L’assemblée générale constitue un organe décisionnel central des sociétés. Elle réunit les associés ou actionnaires pour adopter des décisions importantes relatives au fonctionnement ou à la stratégie de la société : approbation des comptes, nomination des dirigeants, modification des statuts, etc. Ces décisions engagent l’ensemble des associés, ce qui rend leur déroulement et leur régularité essentiels.
Les causes de contestation des décisions d’assemblée générale
Il arrive que certains associés ou tiers souhaitent remettre en cause une ou plusieurs décisions prises en assemblée générale. Ce type de contentieux est encadré par des règles précises du droit des sociétés.
Vice de forme ou de procédure
Les décisions peuvent être contestées lorsque la procédure de convocation, de tenue ou de formalité de l’assemblée générale a été irrégulière. Cela inclut :
- Convocation irrégulière ou non respect du délai légal
- Ordre du jour imprécis ou incomplet
- Absence de documents préparatoires (comptes, rapports de gestion…)

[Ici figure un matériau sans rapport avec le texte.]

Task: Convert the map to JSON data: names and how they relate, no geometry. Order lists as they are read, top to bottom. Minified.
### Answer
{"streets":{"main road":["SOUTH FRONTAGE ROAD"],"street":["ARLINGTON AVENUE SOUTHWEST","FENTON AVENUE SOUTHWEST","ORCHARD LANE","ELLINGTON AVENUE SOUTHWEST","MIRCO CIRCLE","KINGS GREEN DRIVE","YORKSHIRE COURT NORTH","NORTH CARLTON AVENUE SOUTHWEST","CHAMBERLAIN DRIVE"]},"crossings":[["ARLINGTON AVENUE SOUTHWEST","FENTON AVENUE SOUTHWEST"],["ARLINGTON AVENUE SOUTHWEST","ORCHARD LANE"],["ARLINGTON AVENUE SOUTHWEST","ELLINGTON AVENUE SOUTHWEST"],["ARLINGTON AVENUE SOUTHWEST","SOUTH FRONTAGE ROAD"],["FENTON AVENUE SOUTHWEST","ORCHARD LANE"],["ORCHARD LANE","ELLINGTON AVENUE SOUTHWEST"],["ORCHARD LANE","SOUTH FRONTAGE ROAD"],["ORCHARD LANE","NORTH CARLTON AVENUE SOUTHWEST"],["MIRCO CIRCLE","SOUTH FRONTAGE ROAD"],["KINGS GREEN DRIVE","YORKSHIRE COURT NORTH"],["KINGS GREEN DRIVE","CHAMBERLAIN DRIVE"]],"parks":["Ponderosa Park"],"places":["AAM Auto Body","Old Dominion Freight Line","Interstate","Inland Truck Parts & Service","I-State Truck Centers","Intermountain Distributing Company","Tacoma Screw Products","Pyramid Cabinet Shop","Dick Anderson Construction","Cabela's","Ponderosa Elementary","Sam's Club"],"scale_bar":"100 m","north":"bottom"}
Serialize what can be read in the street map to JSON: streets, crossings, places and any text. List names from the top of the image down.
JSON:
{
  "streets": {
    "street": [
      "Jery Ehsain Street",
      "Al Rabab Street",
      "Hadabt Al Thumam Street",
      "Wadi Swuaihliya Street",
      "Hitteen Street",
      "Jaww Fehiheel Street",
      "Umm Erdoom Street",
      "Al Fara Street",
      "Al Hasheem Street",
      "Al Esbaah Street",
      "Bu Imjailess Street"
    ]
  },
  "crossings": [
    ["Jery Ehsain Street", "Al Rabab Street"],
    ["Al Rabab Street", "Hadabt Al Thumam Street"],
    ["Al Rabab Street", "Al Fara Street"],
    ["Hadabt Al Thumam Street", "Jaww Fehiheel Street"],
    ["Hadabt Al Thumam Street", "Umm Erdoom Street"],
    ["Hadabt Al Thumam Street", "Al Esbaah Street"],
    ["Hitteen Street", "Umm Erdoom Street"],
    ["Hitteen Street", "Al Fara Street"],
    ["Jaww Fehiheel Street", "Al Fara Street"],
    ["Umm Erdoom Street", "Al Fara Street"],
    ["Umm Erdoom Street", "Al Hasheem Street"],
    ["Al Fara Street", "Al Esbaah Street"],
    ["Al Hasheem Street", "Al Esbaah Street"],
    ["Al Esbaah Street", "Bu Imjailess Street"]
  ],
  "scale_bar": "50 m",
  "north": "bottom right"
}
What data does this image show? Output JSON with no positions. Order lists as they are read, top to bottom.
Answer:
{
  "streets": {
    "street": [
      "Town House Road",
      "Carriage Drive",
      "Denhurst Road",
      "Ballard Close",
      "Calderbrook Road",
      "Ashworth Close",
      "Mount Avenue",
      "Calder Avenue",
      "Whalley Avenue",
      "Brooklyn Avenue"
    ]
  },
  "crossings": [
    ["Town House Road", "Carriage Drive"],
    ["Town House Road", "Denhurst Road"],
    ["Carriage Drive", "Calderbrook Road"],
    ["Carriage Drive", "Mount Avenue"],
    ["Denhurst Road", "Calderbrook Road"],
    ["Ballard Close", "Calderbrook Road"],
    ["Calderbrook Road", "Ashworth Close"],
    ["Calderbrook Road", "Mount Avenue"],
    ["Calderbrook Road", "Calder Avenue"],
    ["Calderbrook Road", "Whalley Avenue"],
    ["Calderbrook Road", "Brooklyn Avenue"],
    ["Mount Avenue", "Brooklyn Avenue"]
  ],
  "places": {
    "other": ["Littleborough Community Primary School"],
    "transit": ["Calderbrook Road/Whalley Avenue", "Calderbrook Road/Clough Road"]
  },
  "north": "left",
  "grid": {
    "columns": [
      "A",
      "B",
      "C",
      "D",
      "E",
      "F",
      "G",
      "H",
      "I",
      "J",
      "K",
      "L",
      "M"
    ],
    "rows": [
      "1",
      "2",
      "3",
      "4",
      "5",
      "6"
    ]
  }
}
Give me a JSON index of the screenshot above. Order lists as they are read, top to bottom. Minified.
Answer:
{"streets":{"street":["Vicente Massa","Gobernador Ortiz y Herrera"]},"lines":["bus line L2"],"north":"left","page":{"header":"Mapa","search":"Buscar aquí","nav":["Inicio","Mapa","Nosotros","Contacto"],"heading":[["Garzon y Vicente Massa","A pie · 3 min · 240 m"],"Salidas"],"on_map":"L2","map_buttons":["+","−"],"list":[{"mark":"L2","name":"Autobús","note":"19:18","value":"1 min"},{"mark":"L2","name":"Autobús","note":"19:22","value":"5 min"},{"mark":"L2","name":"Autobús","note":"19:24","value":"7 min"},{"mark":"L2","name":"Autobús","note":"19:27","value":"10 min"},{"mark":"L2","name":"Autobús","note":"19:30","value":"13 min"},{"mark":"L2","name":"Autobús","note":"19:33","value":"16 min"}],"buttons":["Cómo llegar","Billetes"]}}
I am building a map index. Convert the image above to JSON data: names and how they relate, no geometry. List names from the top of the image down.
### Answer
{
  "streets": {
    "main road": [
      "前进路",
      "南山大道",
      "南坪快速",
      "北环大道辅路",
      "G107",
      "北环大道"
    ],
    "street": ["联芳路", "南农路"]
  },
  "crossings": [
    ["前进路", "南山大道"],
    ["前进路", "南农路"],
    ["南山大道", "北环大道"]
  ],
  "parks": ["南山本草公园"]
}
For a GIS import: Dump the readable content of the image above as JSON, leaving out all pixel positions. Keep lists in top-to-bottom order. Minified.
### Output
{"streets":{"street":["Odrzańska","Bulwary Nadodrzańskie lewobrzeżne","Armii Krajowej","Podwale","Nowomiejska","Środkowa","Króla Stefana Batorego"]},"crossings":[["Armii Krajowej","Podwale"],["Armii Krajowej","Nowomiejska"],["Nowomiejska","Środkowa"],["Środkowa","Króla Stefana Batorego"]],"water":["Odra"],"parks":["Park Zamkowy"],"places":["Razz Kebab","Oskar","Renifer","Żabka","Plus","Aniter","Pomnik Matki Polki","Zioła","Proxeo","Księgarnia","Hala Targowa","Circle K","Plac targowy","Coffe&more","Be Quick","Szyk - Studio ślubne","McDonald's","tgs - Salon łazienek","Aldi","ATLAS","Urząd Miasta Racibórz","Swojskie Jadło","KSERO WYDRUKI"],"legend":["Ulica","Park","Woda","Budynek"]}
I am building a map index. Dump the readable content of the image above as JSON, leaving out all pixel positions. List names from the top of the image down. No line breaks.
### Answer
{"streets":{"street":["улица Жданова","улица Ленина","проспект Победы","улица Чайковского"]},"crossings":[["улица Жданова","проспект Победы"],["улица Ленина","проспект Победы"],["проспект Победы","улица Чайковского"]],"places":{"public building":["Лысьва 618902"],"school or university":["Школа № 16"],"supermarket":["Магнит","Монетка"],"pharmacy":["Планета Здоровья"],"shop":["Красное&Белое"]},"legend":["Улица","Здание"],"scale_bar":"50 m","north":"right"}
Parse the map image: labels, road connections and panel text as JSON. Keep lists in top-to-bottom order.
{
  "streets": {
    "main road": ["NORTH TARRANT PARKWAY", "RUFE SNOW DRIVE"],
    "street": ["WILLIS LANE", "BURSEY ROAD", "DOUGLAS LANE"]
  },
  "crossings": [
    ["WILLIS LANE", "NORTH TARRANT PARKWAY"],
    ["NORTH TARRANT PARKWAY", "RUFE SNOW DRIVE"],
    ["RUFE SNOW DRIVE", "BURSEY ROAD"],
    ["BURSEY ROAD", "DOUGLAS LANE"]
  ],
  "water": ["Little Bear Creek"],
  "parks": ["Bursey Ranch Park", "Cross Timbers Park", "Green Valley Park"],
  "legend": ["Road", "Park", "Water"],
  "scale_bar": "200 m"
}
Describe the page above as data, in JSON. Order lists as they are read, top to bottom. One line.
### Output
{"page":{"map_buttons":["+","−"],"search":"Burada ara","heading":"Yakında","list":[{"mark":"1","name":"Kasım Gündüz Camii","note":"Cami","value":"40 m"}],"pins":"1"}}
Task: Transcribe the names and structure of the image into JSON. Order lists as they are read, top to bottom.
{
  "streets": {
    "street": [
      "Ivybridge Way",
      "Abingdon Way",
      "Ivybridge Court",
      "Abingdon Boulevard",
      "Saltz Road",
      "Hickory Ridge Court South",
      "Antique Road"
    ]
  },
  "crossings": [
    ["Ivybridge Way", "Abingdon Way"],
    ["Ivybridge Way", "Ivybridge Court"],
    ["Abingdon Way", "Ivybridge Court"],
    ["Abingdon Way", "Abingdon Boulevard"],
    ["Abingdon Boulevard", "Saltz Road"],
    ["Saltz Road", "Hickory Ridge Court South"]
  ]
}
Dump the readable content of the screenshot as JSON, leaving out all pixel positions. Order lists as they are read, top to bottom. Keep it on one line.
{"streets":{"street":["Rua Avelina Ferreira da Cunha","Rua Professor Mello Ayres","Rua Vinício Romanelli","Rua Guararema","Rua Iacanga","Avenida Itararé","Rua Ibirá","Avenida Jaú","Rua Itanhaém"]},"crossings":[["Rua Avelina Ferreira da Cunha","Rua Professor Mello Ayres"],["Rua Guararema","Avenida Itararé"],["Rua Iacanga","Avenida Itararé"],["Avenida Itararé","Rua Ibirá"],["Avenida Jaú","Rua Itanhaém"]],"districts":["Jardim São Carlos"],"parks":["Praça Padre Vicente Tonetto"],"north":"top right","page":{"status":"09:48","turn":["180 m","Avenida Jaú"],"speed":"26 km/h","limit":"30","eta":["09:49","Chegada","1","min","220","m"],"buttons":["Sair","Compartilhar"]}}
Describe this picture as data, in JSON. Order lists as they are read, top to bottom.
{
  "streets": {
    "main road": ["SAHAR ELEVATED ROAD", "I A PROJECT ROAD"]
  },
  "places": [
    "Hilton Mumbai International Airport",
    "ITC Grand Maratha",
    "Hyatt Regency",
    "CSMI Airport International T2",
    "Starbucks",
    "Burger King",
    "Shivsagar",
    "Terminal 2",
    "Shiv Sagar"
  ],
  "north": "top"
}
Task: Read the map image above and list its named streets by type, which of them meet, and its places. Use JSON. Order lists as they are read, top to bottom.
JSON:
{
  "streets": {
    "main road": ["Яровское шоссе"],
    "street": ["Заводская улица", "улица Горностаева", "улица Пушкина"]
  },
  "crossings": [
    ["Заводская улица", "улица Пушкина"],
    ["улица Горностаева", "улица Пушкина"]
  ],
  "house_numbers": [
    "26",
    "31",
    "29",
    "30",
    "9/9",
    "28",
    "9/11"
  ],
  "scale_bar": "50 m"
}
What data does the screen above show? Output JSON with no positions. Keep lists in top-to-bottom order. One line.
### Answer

- Non-respect des règles de majorité prévues dans les statuts
Violation de dispositions légales ou statutaires
Une décision d’assemblée générale peut être annulée si elle contrevient aux dispositions du Code de commerce ou aux clauses des statuts de la société. Par exemple :
- Une augmentation de capital opérée sans autorisation statutaire préalable
- Une décision prise alors que le quorum requis n’est pas atteint
Abus de majorité ou de minorité
Dans certains cas, les décisions peuvent faire l’objet d’une contestation de décision pour abus de majorité lorsque la décision, prise dans l’intérêt personnel de certains associés, va à l’encontre de l’intérêt social. L’abus de minorité peut également être relevé quand des associés empêchent volontairement l’adoption d’une décision essentielle à la survie de la société, par exemple lors d’une augmentation de capital cruciale.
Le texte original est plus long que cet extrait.